ACTIVITY:
From the material below, pull each line containing the string "column".

RECORDED INFORMATION:
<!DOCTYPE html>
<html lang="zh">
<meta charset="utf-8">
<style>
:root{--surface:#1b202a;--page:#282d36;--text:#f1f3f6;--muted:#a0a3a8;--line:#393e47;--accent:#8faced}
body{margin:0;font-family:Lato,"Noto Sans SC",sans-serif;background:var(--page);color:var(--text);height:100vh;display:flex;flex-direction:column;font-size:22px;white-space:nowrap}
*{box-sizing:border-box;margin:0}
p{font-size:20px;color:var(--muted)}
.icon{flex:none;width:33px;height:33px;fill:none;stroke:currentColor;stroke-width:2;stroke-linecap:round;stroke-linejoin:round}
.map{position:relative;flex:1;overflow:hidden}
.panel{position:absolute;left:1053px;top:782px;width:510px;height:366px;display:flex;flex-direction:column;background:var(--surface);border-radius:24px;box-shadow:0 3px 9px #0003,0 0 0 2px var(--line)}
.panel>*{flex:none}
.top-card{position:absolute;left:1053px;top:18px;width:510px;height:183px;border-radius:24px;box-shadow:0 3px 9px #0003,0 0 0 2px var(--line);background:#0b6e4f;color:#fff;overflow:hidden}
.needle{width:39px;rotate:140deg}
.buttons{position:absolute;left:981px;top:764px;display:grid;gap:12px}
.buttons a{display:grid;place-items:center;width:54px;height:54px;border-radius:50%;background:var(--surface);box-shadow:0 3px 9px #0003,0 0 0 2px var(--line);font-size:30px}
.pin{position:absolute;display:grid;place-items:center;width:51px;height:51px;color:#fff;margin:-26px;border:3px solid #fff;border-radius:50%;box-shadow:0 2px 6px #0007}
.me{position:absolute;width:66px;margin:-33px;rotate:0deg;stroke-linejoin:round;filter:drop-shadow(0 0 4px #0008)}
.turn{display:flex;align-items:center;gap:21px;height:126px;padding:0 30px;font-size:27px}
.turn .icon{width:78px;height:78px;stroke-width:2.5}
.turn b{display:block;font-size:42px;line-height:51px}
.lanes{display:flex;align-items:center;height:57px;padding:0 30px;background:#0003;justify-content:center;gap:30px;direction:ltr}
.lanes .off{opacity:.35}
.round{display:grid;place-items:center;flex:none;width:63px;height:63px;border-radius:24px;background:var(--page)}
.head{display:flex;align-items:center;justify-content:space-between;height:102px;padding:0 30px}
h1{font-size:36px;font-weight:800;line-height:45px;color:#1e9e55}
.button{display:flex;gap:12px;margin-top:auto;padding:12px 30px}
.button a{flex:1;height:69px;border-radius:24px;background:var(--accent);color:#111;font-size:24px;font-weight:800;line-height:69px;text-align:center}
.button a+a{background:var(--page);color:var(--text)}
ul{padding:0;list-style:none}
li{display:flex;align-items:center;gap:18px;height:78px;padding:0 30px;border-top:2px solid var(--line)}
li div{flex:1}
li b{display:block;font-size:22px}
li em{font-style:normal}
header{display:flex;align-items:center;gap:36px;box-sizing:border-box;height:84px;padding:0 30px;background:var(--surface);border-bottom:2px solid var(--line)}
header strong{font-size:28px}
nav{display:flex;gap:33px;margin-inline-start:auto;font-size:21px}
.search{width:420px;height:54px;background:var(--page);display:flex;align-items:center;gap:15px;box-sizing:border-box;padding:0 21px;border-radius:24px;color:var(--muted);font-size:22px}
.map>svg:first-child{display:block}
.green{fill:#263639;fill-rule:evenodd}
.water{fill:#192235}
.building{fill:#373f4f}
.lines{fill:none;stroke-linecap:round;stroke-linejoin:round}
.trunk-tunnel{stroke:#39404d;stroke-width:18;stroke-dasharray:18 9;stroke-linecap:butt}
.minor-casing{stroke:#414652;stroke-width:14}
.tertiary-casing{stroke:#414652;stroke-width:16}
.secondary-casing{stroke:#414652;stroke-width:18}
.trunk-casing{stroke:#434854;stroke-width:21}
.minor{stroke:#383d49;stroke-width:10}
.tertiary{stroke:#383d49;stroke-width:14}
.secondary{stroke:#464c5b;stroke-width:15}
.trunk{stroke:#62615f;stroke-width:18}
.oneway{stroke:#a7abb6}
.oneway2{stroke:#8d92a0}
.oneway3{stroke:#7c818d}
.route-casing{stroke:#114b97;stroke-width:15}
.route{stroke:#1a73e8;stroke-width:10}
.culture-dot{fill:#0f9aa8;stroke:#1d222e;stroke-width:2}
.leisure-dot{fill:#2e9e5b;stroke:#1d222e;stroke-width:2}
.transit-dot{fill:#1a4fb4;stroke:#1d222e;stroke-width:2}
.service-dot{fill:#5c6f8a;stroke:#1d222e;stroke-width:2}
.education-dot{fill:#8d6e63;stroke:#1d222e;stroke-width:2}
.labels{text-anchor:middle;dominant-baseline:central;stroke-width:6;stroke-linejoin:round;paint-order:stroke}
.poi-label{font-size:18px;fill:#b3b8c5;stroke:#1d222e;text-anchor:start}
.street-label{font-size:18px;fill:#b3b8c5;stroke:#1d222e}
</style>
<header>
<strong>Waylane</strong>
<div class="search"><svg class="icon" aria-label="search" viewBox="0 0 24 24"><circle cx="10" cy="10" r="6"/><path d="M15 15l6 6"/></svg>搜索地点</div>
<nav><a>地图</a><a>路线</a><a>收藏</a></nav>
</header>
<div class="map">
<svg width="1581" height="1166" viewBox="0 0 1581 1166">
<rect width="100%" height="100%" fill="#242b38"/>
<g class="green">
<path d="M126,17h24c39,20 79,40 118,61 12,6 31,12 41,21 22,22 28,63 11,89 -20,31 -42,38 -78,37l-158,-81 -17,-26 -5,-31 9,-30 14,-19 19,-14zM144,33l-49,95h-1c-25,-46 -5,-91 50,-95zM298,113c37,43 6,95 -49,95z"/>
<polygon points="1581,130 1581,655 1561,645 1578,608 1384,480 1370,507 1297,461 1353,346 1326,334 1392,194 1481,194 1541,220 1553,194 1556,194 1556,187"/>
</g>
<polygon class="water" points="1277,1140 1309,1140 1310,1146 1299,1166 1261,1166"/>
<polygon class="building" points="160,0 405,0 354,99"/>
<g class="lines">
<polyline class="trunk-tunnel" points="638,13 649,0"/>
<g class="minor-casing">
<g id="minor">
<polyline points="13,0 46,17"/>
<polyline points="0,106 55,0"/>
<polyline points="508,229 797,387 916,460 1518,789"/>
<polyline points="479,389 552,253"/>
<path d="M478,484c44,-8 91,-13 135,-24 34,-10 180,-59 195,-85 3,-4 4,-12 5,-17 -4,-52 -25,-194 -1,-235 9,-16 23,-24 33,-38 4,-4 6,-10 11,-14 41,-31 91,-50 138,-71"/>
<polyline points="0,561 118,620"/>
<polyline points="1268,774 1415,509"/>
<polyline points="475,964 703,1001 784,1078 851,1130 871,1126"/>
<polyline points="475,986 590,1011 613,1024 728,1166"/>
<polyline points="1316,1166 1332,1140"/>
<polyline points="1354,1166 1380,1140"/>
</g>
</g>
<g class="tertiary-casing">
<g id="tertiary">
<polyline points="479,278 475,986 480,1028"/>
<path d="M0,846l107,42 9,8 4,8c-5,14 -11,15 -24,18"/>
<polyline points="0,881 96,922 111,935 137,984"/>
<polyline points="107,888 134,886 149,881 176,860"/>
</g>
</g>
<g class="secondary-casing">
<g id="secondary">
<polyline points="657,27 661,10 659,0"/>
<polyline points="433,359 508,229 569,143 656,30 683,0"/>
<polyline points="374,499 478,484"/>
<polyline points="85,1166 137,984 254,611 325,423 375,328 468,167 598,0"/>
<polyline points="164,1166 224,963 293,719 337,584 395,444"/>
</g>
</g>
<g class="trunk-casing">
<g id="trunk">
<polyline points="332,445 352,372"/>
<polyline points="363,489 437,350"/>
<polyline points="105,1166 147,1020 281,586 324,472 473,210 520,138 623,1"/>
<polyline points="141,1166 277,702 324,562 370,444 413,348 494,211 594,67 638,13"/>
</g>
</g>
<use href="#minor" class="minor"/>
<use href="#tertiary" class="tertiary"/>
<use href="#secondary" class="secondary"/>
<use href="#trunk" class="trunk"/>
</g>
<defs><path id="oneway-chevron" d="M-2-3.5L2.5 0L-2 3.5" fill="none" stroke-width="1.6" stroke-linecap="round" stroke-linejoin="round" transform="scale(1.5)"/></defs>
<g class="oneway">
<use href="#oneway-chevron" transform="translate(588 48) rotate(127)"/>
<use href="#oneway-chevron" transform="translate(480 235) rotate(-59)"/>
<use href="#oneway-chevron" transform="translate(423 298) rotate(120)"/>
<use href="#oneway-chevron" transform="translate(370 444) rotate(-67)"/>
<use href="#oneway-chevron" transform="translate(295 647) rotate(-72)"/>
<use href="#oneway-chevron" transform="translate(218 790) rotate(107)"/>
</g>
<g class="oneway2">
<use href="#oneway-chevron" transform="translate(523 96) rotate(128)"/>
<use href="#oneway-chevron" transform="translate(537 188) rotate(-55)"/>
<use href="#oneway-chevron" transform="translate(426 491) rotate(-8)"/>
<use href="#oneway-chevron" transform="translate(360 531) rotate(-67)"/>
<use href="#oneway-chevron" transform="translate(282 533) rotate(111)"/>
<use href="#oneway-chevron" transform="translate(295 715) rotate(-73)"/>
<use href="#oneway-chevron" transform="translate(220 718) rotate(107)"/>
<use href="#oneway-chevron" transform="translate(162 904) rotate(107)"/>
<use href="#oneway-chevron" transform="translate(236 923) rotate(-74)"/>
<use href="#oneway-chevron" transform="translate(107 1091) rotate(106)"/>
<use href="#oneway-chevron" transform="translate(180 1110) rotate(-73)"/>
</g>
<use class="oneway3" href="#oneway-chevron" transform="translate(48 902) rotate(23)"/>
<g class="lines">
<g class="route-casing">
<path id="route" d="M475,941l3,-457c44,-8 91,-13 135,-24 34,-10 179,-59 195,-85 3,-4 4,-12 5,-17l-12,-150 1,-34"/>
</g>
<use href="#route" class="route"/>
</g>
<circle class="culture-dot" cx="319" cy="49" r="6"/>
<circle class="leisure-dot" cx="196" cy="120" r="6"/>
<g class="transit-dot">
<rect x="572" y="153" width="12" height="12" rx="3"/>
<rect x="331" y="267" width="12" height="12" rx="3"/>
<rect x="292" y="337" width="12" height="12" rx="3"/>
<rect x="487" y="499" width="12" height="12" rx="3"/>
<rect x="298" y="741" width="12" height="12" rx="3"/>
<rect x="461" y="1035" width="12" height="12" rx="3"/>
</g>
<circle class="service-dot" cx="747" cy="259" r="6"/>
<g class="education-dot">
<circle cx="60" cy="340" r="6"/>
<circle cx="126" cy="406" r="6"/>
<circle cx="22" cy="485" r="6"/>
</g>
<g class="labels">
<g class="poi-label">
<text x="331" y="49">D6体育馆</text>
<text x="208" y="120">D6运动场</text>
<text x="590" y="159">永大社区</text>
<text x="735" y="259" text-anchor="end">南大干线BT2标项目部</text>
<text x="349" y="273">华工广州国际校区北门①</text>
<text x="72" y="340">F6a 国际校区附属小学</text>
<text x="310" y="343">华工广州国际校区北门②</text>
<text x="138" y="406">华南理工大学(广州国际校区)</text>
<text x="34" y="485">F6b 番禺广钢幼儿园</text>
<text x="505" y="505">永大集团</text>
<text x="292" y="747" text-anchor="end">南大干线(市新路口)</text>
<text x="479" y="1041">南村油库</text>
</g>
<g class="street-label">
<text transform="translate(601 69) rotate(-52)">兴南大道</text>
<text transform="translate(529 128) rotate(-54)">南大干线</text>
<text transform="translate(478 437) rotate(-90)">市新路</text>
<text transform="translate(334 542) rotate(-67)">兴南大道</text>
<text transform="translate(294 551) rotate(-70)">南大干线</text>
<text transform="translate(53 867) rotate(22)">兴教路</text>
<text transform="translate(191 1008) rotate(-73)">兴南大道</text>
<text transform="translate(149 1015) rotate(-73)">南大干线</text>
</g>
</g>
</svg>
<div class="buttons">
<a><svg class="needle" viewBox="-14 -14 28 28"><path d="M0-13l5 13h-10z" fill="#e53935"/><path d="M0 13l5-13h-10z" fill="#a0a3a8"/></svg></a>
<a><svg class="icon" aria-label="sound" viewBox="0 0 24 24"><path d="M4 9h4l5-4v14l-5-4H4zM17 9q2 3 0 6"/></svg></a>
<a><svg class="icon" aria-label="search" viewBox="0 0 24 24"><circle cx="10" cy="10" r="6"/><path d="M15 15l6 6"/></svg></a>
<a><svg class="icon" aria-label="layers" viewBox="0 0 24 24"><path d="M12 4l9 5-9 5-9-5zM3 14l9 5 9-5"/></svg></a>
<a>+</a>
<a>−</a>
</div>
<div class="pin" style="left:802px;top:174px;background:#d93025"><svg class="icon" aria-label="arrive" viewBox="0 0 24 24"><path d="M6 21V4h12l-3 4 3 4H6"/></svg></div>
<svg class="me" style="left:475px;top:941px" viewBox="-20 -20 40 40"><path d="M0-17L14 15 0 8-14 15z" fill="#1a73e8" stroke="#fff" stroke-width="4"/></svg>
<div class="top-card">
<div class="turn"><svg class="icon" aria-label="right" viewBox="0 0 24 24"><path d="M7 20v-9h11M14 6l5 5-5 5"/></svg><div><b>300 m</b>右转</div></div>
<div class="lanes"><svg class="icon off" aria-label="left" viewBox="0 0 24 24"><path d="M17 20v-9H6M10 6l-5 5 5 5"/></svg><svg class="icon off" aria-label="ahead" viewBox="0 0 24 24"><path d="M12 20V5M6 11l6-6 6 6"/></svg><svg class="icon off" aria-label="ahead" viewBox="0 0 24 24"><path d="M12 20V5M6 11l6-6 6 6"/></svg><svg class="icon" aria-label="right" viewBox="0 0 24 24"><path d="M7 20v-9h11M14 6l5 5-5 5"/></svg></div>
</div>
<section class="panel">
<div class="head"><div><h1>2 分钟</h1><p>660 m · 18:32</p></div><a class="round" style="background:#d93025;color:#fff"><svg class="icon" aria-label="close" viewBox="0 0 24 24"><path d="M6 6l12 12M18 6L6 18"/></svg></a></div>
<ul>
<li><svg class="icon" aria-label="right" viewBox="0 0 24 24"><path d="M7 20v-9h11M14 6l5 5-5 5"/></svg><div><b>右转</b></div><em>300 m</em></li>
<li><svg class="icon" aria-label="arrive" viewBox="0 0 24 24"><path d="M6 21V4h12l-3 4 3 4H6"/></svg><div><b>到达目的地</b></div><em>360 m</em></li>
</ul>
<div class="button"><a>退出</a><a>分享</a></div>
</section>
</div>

EXERCISE OUTPUT:
body{margin:0;font-family:Lato,"Noto Sans SC",sans-serif;background:var(--page);color:var(--text);height:100vh;display:flex;flex-direction:column;font-size:22px;white-space:nowrap}
.panel{position:absolute;left:1053px;top:782px;width:510px;height:366px;display:flex;flex-direction:column;background:var(--surface);border-radius:24px;box-shadow:0 3px 9px #0003,0 0 0 2px var(--line)}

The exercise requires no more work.